SUPPLIED RECORDS:

____________________

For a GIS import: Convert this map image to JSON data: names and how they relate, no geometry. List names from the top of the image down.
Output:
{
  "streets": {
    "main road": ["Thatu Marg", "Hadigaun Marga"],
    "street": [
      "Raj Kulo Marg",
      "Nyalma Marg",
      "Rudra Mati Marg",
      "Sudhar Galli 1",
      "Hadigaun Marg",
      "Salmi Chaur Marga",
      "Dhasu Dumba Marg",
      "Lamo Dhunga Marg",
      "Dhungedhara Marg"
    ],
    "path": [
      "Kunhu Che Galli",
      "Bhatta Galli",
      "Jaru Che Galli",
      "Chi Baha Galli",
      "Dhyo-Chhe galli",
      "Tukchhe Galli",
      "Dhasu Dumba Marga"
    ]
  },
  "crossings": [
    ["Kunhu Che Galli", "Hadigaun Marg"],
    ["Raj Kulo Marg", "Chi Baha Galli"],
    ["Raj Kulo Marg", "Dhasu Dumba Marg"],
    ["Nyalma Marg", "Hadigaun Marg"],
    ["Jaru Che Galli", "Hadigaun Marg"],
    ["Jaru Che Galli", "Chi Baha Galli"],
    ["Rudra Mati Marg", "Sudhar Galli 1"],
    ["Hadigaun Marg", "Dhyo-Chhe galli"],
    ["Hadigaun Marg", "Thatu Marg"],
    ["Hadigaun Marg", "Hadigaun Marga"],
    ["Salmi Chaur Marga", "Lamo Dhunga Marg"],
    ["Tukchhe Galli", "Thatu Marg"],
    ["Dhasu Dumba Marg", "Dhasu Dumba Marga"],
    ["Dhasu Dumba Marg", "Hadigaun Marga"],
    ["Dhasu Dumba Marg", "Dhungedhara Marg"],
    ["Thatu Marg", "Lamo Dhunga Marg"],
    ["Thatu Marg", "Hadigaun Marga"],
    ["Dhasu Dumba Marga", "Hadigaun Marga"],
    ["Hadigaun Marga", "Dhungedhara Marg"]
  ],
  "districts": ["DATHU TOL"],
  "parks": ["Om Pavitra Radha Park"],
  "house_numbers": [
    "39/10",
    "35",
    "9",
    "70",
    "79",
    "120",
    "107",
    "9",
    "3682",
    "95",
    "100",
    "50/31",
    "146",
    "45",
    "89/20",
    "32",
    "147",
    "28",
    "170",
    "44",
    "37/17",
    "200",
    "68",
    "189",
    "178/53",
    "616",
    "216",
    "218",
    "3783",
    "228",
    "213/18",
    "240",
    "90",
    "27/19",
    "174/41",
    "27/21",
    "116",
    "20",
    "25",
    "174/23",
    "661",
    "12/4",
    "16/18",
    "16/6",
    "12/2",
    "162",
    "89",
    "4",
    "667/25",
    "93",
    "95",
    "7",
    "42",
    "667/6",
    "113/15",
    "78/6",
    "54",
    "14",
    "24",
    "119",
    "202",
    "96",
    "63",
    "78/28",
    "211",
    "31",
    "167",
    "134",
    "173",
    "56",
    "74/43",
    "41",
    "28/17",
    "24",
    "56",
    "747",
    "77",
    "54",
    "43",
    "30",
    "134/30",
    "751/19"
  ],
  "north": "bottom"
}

____________________

WHAT IS EXPECTED: What you return must match the listing exactly, line for line.

SOLUTION TO THIS TASK:
For a GIS import: Convert this map image to JSON data: names and how they relate, no geometry. List names from the top of the image down.
Output:
{
  "streets": {
    "main road": ["Thatu Marg", "Hadigaun Marga"],
    "street": [
      "Raj Kulo Marg",
      "Nyalma Marg",
      "Rudra Mati Marg",
      "Sudhar Galli 1",
      "Hadigaun Marg",
      "Salmi Chaur Marga",
      "Dhasu Dumba Marg",
      "Lamo Dhunga Marg",
      "Dhungedhara Marg"
    ],
    "path": [
      "Kunhu Che Galli",
      "Bhatta Galli",
      "Jaru Che Galli",
      "Chi Baha Galli",
      "Dhyo-Chhe galli",
      "Tukchhe Galli",
      "Dhasu Dumba Marga"
    ]
  },
  "crossings": [
    ["Kunhu Che Galli", "Hadigaun Marg"],
    ["Raj Kulo Marg", "Chi Baha Galli"],
    ["Raj Kulo Marg", "Dhasu Dumba Marg"],
    ["Nyalma Marg", "Hadigaun Marg"],
    ["Jaru Che Galli", "Hadigaun Marg"],
    ["Jaru Che Galli", "Chi Baha Galli"],
    ["Rudra Mati Marg", "Sudhar Galli 1"],
    ["Hadigaun Marg", "Dhyo-Chhe galli"],
    ["Hadigaun Marg", "Thatu Marg"],
    ["Hadigaun Marg", "Hadigaun Marga"],
    ["Salmi Chaur Marga", "Lamo Dhunga Marg"],
    ["Tukchhe Galli", "Thatu Marg"],
    ["Dhasu Dumba Marg", "Dhasu Dumba Marga"],
    ["Dhasu Dumba Marg", "Hadigaun Marga"],
    ["Dhasu Dumba Marg", "Dhungedhara Marg"],
    ["Thatu Marg", "Lamo Dhunga Marg"],
    ["Thatu Marg", "Hadigaun Marga"],
    ["Dhasu Dumba Marga", "Hadigaun Marga"],
    ["Hadigaun Marga", "Dhungedhara Marg"]
  ],
  "districts": ["DATHU TOL"],
  "parks": ["Om Pavitra Radha Park"],
  "house_numbers": [
    "39/10",
    "35",
    "9",
    "70",
    "79",
    "120",
    "107",
    "9",
    "3682",
    "95",
    "100",
    "50/31",
    "146",
    "45",
    "89/20",
    "32",
    "147",
    "28",
    "170",
    "44",
    "37/17",
    "200",
    "68",
    "189",
    "178/53",
    "616",
    "216",
    "218",
    "3783",
    "228",
    "213/18",
    "240",
    "90",
    "27/19",
    "174/41",
    "27/21",
    "116",
    "20",
    "25",
    "174/23",
    "661",
    "12/4",
    "16/18",
    "16/6",
    "12/2",
    "162",
    "89",
    "4",
    "667/25",
    "93",
    "95",
    "7",
    "42",
    "667/6",
    "113/15",
    "78/6",
    "54",
    "14",
    "24",
    "119",
    "202",
    "96",
    "63",
    "78/28",
    "211",
    "31",
    "167",
    "134",
    "173",
    "56",
    "74/43",
    "41",
    "28/17",
    "24",
    "56",
    "747",
    "77",
    "54",
    "43",
    "30",
    "134/30",
    "751/19"
  ],
  "north": "bottom"
}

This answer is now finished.